Problem statement: Whenever the string "street" turns up in a line below, that line should be copied.

Stored items from a collection:

******************************

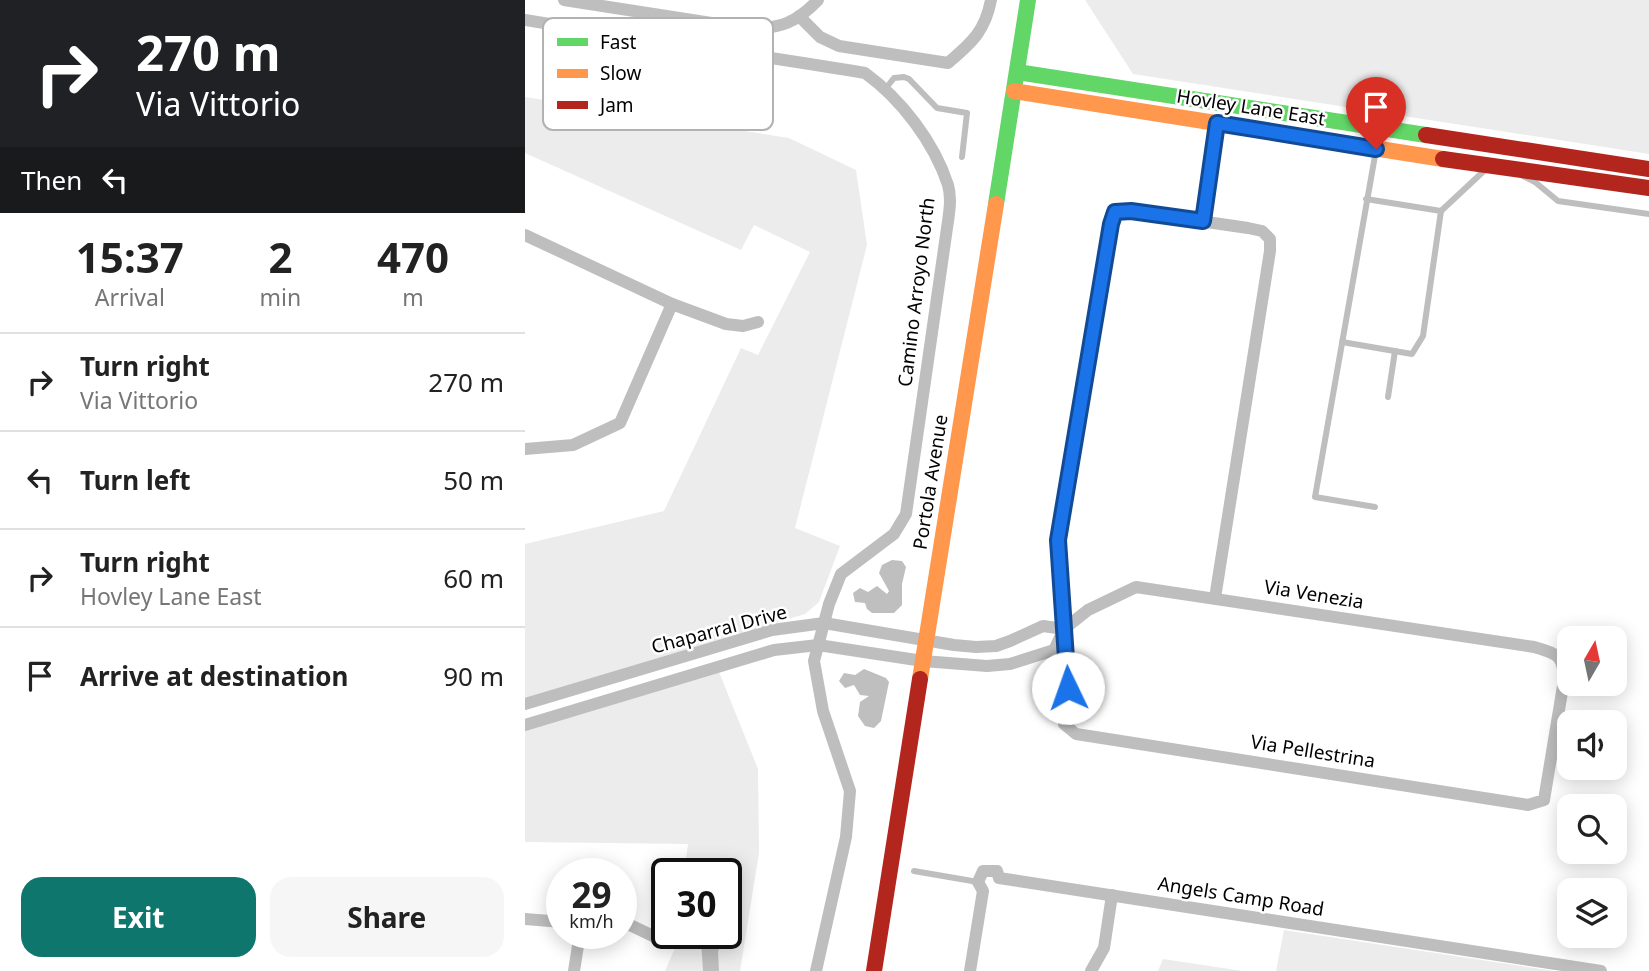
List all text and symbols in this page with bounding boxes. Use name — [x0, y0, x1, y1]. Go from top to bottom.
legend — [543, 18, 773, 130]
text: 270 m — [136, 19, 281, 85]
icon: right — [21, 28, 112, 119]
text: Fast — [600, 29, 637, 55]
text: Slow — [600, 60, 641, 86]
pin — [1346, 77, 1406, 149]
text: Via Vittorio — [136, 82, 300, 125]
street label: Hovley Lane East — [1175, 82, 1327, 132]
icon: arrive — [1357, 88, 1395, 126]
text: Jam — [598, 92, 634, 118]
icon: left — [96, 161, 134, 199]
text: Then — [21, 162, 82, 198]
street label: Camino Arroyo North — [891, 196, 941, 388]
text: 15:37 — [76, 228, 184, 285]
text: 2 — [268, 228, 292, 285]
text: 470 — [377, 228, 449, 285]
text: Arrival — [95, 281, 165, 313]
text: min — [260, 281, 301, 313]
text: m — [402, 281, 424, 313]
text: Turn right — [80, 348, 210, 384]
icon: right — [21, 363, 59, 401]
text: 270 m — [428, 364, 504, 400]
text: Via Vittorio — [80, 384, 198, 416]
street label: Portola Avenue — [906, 413, 954, 551]
icon: left — [21, 461, 59, 499]
text: Turn left — [80, 462, 191, 498]
text: 50 m — [443, 462, 504, 498]
text: Turn right — [80, 544, 210, 580]
icon: right — [21, 559, 59, 597]
text: 60 m — [443, 560, 504, 596]
street label: Via Venezia — [1262, 573, 1366, 615]
text: Hovley Lane East — [80, 580, 261, 612]
street label: Chaparral Drive — [648, 598, 790, 660]
north arrow — [1557, 626, 1627, 696]
map controls — [1557, 626, 1627, 948]
position arrow — [1031, 651, 1105, 725]
icon: arrive — [21, 657, 59, 695]
text: Arrive at destination — [80, 658, 349, 694]
text: 90 m — [443, 658, 504, 694]
button: sound — [1557, 710, 1627, 780]
street label: Via Pellestrina — [1249, 728, 1377, 774]
button: search — [1557, 794, 1627, 864]
speed limit sign: 30 — [651, 858, 742, 949]
street label: Angels Camp Road — [1156, 870, 1326, 922]
text: 29 — [571, 871, 612, 918]
button: Exit — [21, 877, 256, 957]
button: Share — [270, 877, 504, 957]
button: layers — [1557, 878, 1627, 948]
text: km/h — [569, 909, 614, 933]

******************************

Response area:
street label: Hovley Lane East — [1175, 82, 1327, 132]
street label: Camino Arroyo North — [891, 196, 941, 388]
street label: Portola Avenue — [906, 413, 954, 551]
street label: Via Venezia — [1262, 573, 1366, 615]
street label: Chaparral Drive — [648, 598, 790, 660]
street label: Via Pellestrina — [1249, 728, 1377, 774]
street label: Angels Camp Road — [1156, 870, 1326, 922]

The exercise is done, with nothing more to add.